Sunday, January 31, 2010

Tide, Feather, Snow Book Review by ChristineMM

Tide, Feather, Snow Book Review by ChristineMM



Title: Tide, Feather, Snow: A Life in Alaska
Author: Miranda Weiss
Genre: memoir/nature
Publication: Collins, 2009
ISBN: 9780061710254
Full Retail Price: $24.99 (hardcover)

My Star Rating: 3 stars out of 5: It’s Okay

Summary Statement: Enjoyed the Nature Writing but Timeline Was Confusing at Times, Felt Detached and Emotionally Flat


I was thrilled at the idea of reading this book when I accepted a review copy from Amazon Vine shortly after its publication. I have read over a half dozen memoirs about people moving to Alaska to live off the land and have always enjoyed reading those stories. This theme described in the marketing materials is one that interests me a great deal. I am one who has romantic notions of this endeavor and my trip to Alaska via cruise ship has only fueled this fire. My grandparents also homesteaded in the woods of Maine near Mt. Kathadin, and the stories of their hard life, building their own two homes (one lost to fire) and living with ‘making do’ with a low income have been heard over and over. Lastly I was interested in the book because I am a nature observer who visits the Atlantic coast regularly and lives near Long Island Sound.

The book did not draw me in at the beginning or later on. I felt it had a flat tone or a kind of distant emotion, like the author was detached or viewing things from a distance. So I picked it up and put it down numerous times for over six months. This month I forced myself to read it from cover to cover in order to give the book a real chance to prove itself.
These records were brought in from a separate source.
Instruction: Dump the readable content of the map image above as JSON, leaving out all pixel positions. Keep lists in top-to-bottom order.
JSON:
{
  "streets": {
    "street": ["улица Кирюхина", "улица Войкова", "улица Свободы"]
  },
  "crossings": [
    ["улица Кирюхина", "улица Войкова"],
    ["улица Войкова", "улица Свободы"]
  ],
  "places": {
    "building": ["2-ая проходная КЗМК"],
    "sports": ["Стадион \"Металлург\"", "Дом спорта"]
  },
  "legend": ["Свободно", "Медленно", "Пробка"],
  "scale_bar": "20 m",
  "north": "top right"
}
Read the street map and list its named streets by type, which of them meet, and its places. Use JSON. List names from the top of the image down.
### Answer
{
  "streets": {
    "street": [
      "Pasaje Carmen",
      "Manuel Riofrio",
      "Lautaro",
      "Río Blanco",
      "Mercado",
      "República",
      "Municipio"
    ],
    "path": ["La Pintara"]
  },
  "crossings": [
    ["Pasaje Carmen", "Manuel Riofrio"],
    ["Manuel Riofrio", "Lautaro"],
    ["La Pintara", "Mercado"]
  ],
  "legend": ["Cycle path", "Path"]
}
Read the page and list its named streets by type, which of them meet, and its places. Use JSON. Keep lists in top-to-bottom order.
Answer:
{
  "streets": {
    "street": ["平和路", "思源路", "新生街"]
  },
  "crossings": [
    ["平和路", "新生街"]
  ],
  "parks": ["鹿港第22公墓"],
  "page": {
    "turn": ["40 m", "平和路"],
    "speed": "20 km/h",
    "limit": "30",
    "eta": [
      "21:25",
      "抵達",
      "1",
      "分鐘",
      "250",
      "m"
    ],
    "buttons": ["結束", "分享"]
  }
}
Sadly the book didn’t ‘pick up’. I’m disappointed in the book for multiple reasons besides the ‘flat’ tone which I did feel was present throughout. I felt that the author was keeping some walls up, preventing the reader from knowing some of her emotions or thoughts.

Perhaps what was most problematic for me was the book starts off with her moving to Alaska with her boyfriend, a dream she had long before ever meeting him. However little in the book is about their relationship and her life. She reports on topics as if from a distance almost like a journalist writing a magazine article, rather than connecting them to her own personal opinions as is the usual tone of a memoir book. It felt like some of these chapters in the middle of the book would have been better suited to being published as single magazine articles, especially topics such as describing the Old Order Russian Orthodox residents who lived on a compound. If my point is unclear, let me try to explain it this way: sometimes it is like a memoir telling of her experience moving to Alaska and other times it reads like investigative journalism, long magazine articles, and it goes back and forth. The pacing of the book is off, it felt ‘uncomfortable’, detached or "off" (it's hard to explain).

The timeline felt jumbled in the book and left me feeling confused while reading it. I was confused about when the book was being written. I assumed it was progressing forward from the first months there but the writing often seemed to be a general observation of that seemed to be about multiple seasons’ experiences. For example a person who just moved to Alaska would have certain observations of birds and animals but the writing seemed to be referring to them with a more comfortable ease after having viewed them for multiple years, lacked much emotion or first impressions and included more information about them that must have come from research (rather than just being the author’s personal experience viewing them and her emotion).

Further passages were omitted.